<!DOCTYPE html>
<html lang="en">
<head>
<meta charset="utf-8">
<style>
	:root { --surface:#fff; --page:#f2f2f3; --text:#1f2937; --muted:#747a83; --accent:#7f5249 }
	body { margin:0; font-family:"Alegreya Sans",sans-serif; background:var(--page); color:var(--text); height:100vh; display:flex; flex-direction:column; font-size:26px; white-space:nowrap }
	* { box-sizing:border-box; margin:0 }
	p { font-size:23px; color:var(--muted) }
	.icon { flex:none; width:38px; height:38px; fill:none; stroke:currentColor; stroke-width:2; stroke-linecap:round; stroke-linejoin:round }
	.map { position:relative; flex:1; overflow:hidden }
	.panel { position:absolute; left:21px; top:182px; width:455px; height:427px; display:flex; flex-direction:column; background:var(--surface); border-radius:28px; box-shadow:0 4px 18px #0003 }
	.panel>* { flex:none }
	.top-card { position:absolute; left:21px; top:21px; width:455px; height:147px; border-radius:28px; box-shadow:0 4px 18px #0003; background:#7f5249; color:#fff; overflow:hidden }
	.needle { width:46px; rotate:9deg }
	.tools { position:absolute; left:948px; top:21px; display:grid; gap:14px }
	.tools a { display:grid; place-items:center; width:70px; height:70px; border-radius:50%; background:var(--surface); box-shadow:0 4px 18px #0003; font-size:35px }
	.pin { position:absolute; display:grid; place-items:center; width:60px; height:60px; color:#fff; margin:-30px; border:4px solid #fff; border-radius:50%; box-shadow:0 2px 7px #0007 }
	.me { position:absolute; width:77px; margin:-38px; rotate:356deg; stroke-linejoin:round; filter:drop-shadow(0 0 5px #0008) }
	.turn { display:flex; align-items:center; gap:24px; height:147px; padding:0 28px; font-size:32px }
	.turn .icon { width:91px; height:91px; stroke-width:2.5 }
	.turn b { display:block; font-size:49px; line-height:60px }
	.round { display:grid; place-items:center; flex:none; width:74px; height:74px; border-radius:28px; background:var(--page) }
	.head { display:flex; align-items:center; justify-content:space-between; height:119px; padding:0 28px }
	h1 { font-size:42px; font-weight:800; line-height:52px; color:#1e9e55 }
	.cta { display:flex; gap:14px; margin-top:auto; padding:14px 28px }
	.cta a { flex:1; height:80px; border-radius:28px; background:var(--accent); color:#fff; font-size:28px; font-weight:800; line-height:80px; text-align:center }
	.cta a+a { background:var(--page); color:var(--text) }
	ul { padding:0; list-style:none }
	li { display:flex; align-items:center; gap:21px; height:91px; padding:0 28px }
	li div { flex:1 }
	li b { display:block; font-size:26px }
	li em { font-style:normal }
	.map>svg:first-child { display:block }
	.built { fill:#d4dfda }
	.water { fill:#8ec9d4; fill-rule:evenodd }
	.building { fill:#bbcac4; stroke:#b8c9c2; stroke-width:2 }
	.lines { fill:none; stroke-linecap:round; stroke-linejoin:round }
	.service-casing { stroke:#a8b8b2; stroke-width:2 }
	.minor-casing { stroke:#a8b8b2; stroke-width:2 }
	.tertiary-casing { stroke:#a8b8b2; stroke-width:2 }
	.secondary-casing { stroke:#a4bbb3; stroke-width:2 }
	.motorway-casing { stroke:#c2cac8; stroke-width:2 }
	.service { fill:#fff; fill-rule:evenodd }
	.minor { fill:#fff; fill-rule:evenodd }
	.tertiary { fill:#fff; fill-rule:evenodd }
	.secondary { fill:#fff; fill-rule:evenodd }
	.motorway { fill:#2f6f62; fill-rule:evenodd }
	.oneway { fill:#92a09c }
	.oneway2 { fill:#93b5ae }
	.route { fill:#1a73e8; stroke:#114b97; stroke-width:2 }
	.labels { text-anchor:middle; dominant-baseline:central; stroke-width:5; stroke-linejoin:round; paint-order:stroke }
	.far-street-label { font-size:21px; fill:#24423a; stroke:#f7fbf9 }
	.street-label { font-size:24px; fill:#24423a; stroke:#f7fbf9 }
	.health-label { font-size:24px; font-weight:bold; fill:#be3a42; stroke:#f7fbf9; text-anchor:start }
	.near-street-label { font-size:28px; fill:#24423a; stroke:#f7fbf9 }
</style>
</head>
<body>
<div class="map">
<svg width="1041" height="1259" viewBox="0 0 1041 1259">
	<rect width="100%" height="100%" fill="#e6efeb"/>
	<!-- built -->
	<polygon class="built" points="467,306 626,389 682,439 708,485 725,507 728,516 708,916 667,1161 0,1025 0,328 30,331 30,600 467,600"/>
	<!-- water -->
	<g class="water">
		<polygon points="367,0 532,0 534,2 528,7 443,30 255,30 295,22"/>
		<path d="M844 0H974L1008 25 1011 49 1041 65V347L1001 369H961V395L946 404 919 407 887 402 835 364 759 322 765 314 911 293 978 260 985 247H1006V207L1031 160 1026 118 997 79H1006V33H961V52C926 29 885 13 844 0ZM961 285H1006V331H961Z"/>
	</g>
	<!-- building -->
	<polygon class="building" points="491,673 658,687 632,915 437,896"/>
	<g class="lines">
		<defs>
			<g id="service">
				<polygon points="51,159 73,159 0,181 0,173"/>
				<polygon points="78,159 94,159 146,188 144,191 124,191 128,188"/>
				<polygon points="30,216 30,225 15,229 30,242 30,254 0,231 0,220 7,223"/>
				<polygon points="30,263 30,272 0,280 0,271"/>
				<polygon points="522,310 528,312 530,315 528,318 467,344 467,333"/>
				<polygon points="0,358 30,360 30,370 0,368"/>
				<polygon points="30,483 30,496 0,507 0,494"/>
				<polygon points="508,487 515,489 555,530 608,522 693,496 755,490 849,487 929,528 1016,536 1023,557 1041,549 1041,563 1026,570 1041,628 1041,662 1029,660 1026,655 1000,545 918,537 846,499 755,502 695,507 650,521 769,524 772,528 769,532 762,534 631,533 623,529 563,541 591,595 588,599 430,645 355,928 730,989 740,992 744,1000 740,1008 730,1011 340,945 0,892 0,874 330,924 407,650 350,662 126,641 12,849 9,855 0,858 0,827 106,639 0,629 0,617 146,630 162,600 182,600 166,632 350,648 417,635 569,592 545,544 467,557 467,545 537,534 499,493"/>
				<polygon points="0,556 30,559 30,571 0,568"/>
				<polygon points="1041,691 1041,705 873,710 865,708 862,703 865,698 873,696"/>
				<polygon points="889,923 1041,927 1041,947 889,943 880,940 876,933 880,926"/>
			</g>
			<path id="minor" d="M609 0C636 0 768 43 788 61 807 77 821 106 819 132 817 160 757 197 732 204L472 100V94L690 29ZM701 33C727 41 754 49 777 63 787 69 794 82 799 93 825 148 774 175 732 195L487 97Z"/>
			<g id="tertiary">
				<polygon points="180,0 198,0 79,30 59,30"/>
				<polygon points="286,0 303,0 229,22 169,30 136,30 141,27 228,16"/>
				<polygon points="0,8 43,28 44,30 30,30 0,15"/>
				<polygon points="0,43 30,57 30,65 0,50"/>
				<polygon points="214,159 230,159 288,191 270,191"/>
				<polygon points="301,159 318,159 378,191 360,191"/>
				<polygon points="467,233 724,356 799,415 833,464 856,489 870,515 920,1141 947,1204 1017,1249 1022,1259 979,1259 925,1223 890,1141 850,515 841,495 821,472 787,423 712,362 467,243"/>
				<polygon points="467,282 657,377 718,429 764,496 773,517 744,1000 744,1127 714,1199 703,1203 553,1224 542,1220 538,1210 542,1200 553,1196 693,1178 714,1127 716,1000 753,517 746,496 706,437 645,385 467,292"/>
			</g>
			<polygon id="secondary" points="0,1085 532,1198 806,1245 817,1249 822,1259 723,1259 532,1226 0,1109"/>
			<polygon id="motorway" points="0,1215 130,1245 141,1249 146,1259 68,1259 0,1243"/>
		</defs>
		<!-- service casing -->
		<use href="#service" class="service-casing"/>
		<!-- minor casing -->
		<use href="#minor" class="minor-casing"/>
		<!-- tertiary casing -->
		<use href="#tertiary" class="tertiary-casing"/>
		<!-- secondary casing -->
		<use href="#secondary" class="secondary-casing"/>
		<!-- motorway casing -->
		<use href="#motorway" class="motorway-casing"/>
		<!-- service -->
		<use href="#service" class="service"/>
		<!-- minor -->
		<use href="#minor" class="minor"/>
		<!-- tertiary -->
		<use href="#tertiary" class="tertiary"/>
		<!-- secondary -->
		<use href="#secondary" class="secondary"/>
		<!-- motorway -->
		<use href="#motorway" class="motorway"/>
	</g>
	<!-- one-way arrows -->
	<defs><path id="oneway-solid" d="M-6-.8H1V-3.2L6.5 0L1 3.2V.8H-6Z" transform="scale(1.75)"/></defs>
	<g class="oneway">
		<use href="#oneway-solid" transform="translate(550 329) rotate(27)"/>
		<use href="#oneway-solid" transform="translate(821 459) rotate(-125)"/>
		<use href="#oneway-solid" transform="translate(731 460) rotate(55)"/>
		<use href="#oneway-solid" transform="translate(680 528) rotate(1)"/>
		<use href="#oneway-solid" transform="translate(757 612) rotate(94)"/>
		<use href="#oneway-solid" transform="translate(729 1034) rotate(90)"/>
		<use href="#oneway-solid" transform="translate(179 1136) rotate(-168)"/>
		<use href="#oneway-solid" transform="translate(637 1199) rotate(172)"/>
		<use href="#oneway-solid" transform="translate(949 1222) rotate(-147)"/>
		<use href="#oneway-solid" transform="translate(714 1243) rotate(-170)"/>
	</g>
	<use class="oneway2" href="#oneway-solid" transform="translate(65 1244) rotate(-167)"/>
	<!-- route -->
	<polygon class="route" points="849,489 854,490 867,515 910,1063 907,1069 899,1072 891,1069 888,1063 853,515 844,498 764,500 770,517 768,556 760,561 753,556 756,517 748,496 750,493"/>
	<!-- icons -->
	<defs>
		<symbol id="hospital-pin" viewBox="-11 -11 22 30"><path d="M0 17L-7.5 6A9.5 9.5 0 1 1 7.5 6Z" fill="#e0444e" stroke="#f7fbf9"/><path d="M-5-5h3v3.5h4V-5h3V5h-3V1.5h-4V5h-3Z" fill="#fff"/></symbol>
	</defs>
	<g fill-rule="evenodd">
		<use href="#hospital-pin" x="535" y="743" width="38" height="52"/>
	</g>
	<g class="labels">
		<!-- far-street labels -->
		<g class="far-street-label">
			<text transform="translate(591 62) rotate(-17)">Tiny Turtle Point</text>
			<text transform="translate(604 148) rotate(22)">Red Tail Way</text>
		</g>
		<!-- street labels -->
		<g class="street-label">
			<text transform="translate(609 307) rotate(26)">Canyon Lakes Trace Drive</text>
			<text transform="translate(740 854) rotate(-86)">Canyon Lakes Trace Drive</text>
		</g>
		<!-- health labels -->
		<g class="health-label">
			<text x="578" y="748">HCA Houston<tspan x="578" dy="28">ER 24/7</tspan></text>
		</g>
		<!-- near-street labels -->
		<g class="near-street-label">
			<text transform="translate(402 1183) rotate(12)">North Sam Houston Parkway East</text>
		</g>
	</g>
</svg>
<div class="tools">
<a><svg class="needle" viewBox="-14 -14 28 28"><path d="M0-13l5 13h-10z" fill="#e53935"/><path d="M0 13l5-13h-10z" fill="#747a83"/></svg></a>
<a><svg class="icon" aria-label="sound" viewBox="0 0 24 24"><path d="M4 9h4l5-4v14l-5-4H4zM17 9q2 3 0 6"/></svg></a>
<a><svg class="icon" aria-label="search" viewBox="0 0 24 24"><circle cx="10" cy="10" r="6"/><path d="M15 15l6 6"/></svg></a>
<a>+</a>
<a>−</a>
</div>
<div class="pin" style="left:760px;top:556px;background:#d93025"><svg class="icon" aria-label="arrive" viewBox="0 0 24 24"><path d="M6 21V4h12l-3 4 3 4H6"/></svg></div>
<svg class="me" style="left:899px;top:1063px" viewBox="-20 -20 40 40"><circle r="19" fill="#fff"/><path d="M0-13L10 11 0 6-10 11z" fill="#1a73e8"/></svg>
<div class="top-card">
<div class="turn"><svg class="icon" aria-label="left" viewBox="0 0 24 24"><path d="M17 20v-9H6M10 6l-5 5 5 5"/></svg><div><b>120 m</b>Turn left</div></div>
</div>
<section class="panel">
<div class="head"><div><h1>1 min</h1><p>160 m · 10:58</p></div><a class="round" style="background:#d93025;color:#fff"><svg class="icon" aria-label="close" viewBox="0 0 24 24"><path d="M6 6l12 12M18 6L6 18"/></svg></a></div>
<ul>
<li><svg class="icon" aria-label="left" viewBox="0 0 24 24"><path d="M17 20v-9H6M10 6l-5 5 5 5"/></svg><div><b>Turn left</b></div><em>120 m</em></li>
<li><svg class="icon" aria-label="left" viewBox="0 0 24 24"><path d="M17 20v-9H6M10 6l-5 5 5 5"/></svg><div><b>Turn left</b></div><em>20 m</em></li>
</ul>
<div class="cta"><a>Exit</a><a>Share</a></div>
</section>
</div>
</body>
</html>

==*==

**TASK BRIEF:** Please state how many lines in the entries above include the word "tools", giving only the number.

**TASK RESULT:** 3